And if it is indeed unfortunate that Jack Straw did not dare denounce the first lie (about the war on Iraq), it does not mean that he should not been supported for telling now a useful truth to British society: the niqab indeed prevents women’s integration (and simultaneously increases xenophobic feelings among mainstream population by making those women and their beliefs even more alien to the society they live into).
 
From Germany to France, Jack Straw’s finding is already a well known fact and has been handled with no serious difficulty. The main reason is that besides a few extremists, Muslim women do not dream of being 'jailed' within their own clothes.
 
The question now for UK is to know whether it will be able to get out of the intellectual ghetto where political correctness has trapped it for at least one decade and which can be summarized this way:
  • a good leftist mindset should be: pro-Palestinian, anti-Israeli, pro-multiculturalism, pro-minority (whatever they are or ask for), anti-American and a bit pro-European
  • a good rightist mindset should be : pro-Israeli, anti-terrorist (especially from Muslim origin), pro-multiculturalism, pro-minority but nationalist too (understands who can), Americanist and very much anti-European.
The problem is that British society is moving in a complete different direction. Its 'multiculturalism' is in pieces (if it ever existed) as shown by all recent surveys (1) indicating that the British Muslim population shares the same convictions regarding Western values as Muslim populations from the Middle East (while on continental Europe they share the same opinions as the people of their own country, the European country they live into).
 
British elites are totally colonized by US interests and values; and since the Iraq war, the country has lost any international visibility worldwide, being now taken for a mere subsidiary of Washington Inc. Britishness is becoming a key asset for xenophobic political movements which are getting an increasing popular support. And the negative fallout of the Iraq war, together with Blair’s belief that there is such a thing as a ‘war on terror’, obliges British authorities to constantly use double standards speeches: pretending to be very opened to Islam whatever form it takes, while pursuing a very aggressive anti Muslim activists policy.

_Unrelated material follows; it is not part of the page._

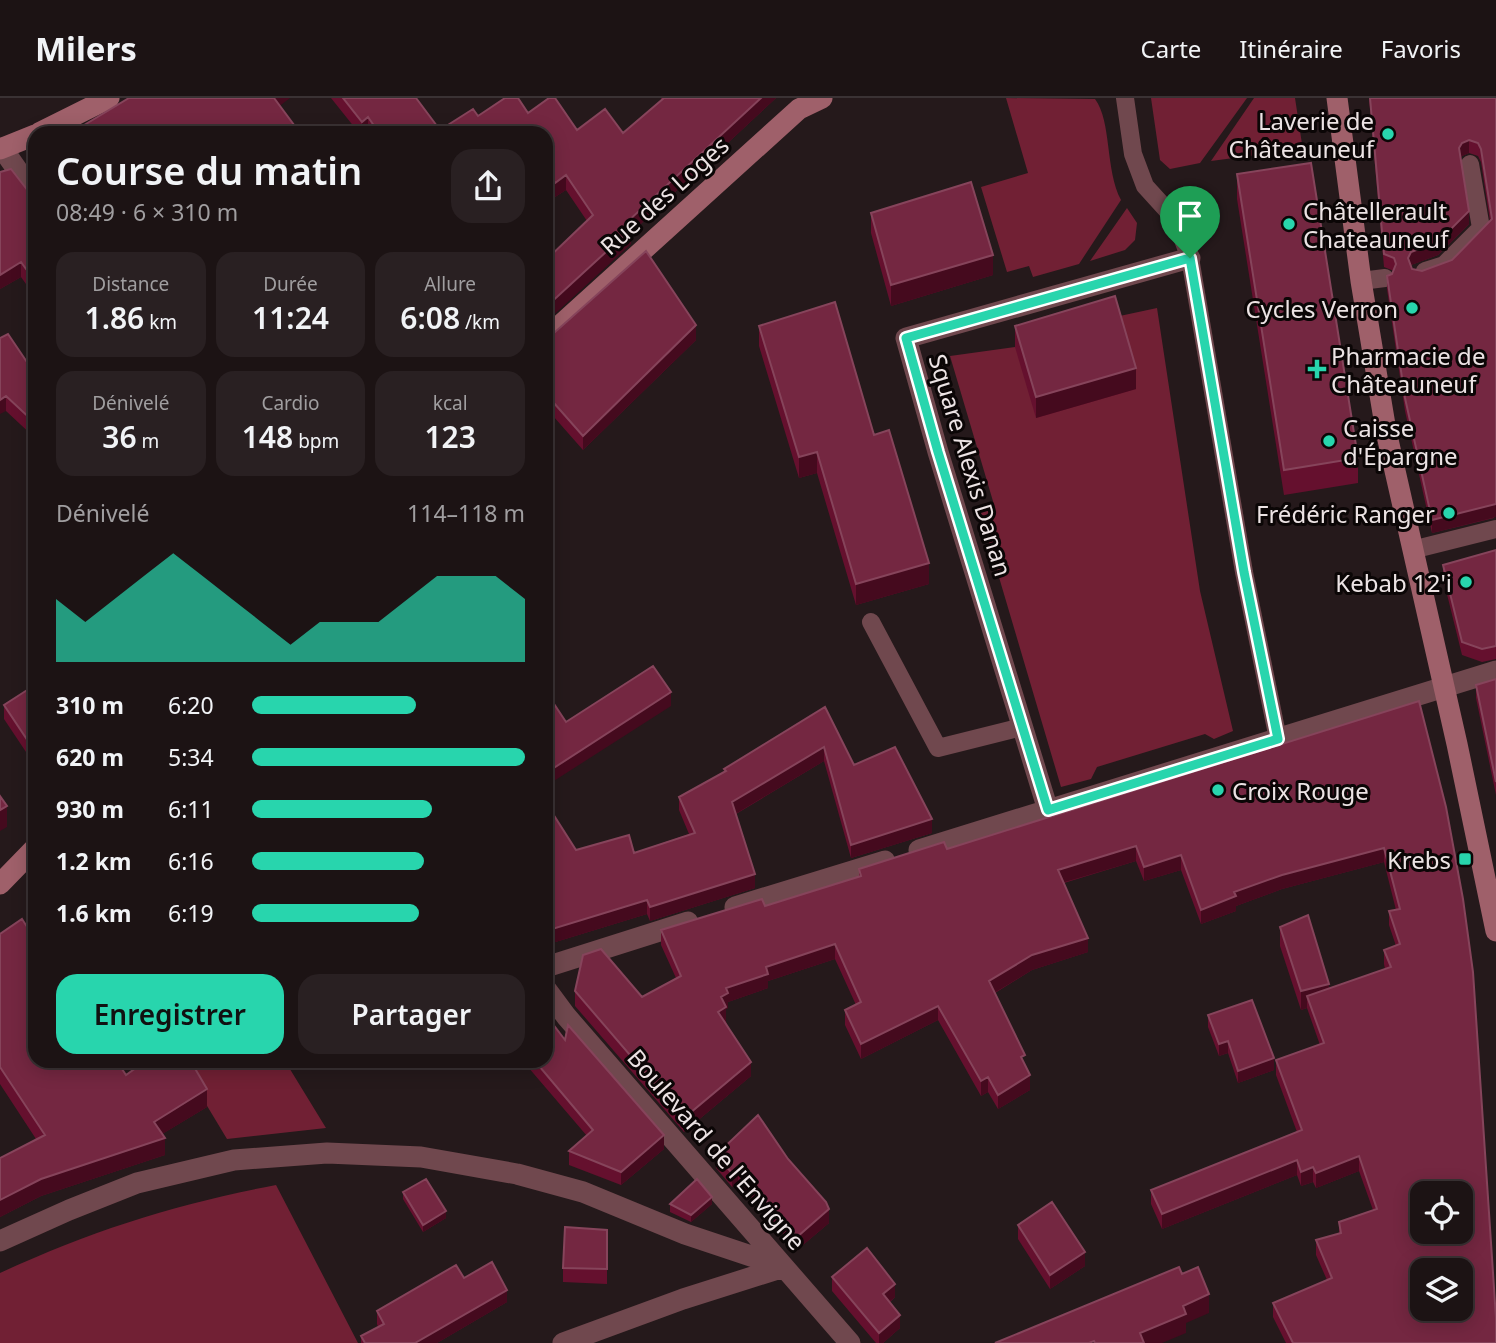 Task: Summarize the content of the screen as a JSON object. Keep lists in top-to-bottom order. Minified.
{"streets":{"main road":["Rue des Loges"],"street":["Square Alexis Danan","Boulevard de l'Envigne"]},"places":{"other":["Laverie de Châteauneuf","Châtellerault Chateauneuf","Cycles Verron","Caisse d'Épargne","Frédéric Ranger","Kebab 12'i","Croix Rouge"],"health":["Pharmacie de Châteauneuf"],"transit":["Krebs"]},"page":{"header":"Milers","nav":["Carte","Itinéraire","Favoris"],"heading":["Course du matin","08:49 · 6 × 310 m"],"stats":[["Distance","1.86 km"],["Durée","11:24"],["Allure","6:08 /km"],["Dénivelé","36 m"],["Cardio","148 bpm"],["kcal","123"]],"chart":["Dénivelé","114–118 m"],"list":[{"name":"310 m","note":"6:20"},{"name":"620 m","note":"5:34"},{"name":"930 m","note":"6:11"},{"name":"1.2 km","note":"6:16"},{"name":"1.6 km","note":"6:19"}],"buttons":["Enregistrer","Partager"]}} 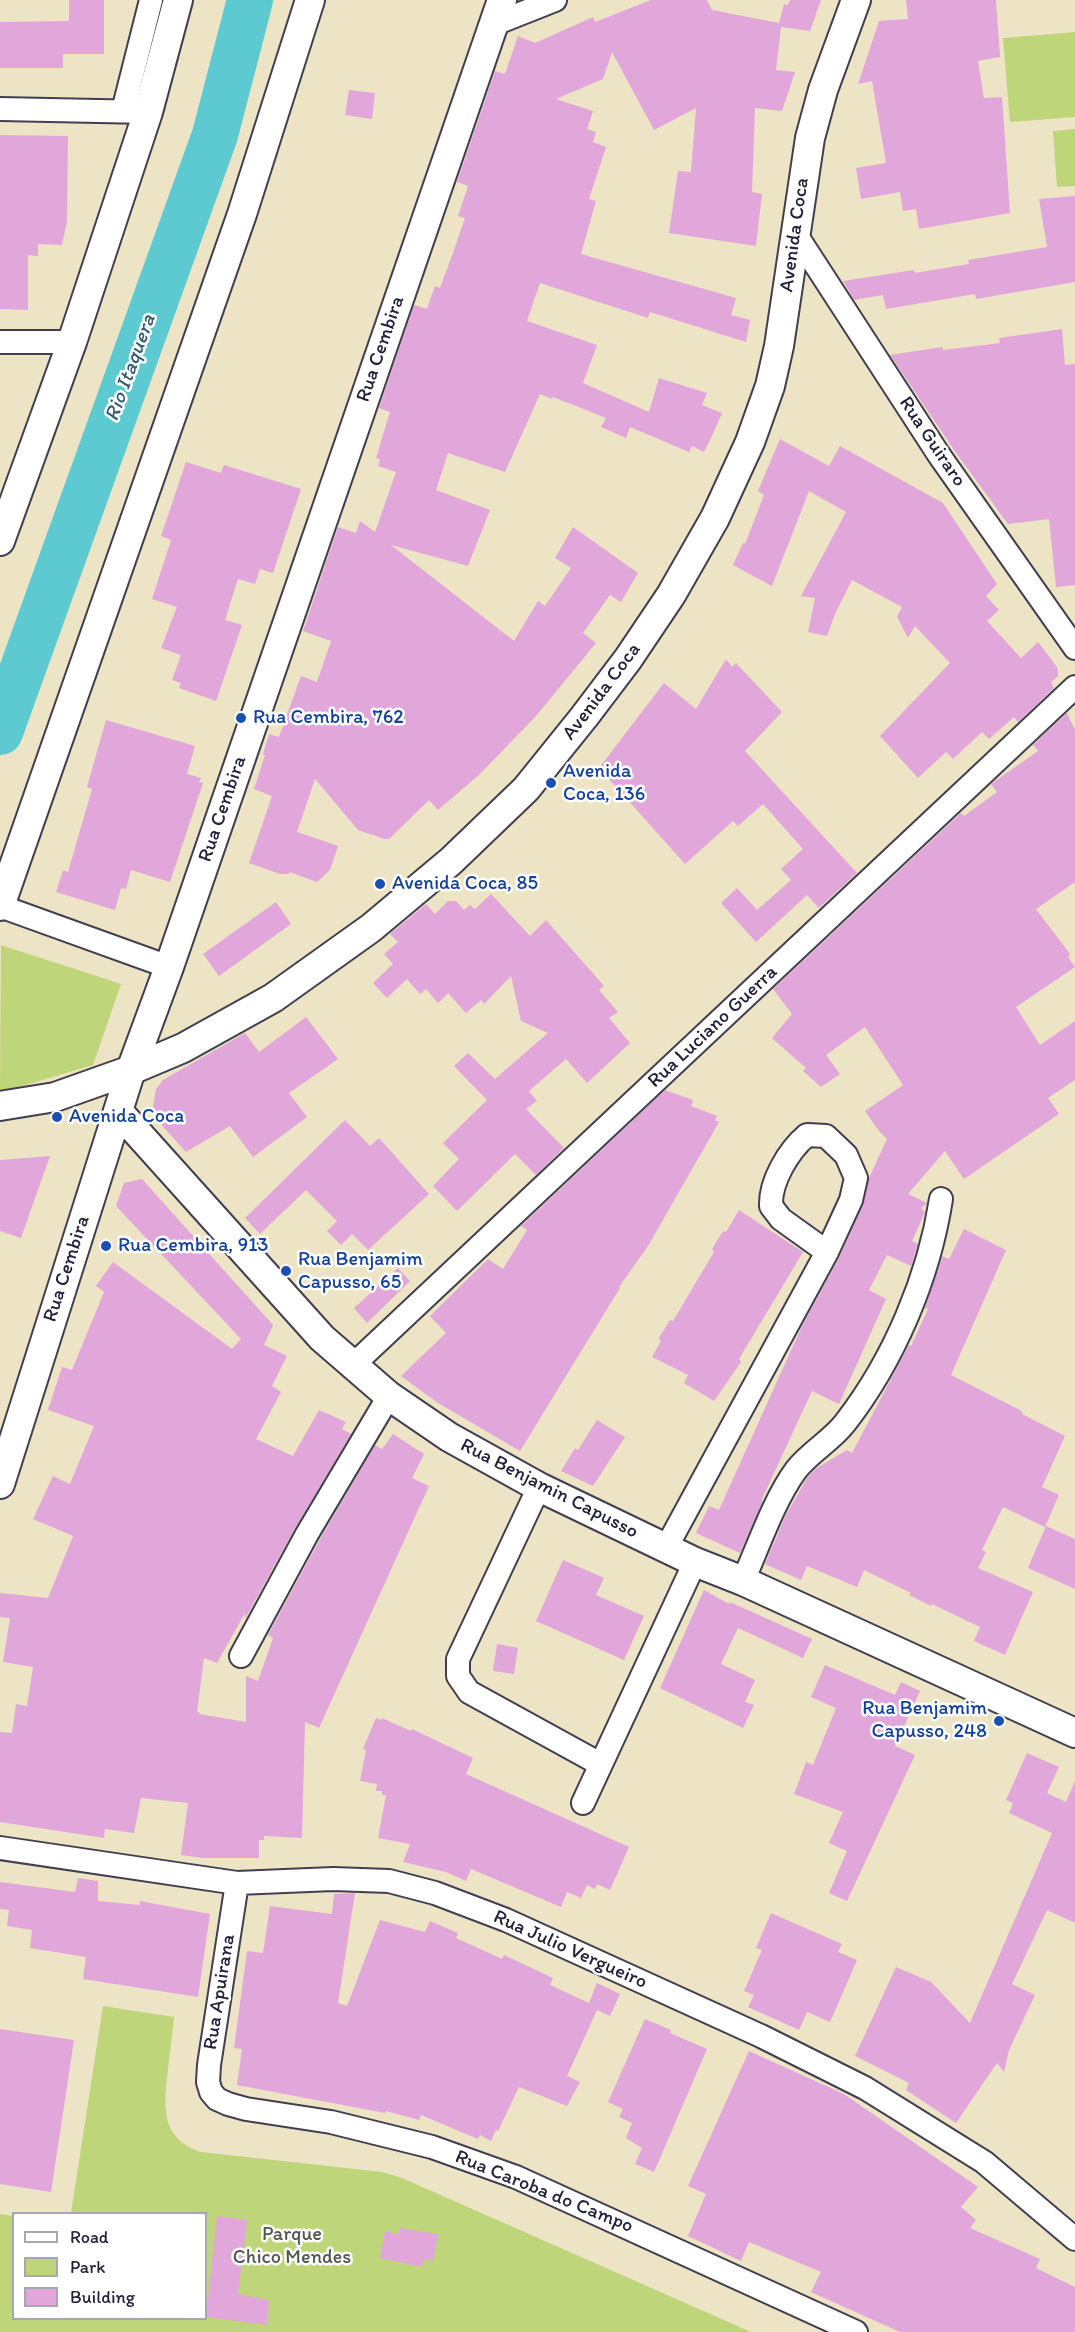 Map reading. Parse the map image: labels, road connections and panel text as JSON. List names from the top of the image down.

Such a context does not help to generate a productive intellectual environment to deal with the Muslim veil complex issue as it lacks a constructive debate on the issue. For Newropeans, in line with its recently adopted proposal regarding Immigration, each EU Member state has to find its own balance between its tradition in matter of relations between religious and public behaviours, and the immigrants’ religious traditions. But it has to be a policy aimed at integrating the immigrants, and especially their children. Therefore all factors whose effects are to discriminate or to separate the immigrants and their children from mainstream population have to be forcefully opposed. UK is not France, nor Germany. It has to find its own way to deal with the veil issue. One lesson though: in places where the policy starts at school, when people are young, it definitely increases the chances to limit in the future the problem with adults!

In anyway, Jack Straw has brought the UK debate on that issue closer to the continental one. And UK elites could be well inspired to look at other European experiences in that field rather than at US ones, because whatever they may believe, they belong to a European society fabric, where there is no ‘free space’ available (contrarily to the USA) to let immigrants develop their own way of life.

I always remind my audiences when such questions are raised, that within Europe, our history teaches us one terrible lesson: we have inside our own European civilisation dark forces, nurtured by the fear and hatred of the ‘Other’, which are always sleeping just beneath the surface of our ‘open societies’. The most efficient way to wake them up is to ignore them and pretend that we are ‘angels’.

As Pascal once wrote, ‘who wants to be the angel becomes the beast’(2). Though it is a French philosopher’s opinion, I do believe that it is a sentence which British opinion leaders could right now usefully meditate upon.

Notes
[1] Read for instance this very interesting survey from the Pew Research Center :  ‘Muslims in Europe: Economic Worries Top Concerns About Religious and Cultural Identity’ (07/06/06)
It namely underlines that ‘Muslims in Great Britain, however, are the most likely of all groups sampled to see a strengthening of Islamic identity with fully 77% agreeing.’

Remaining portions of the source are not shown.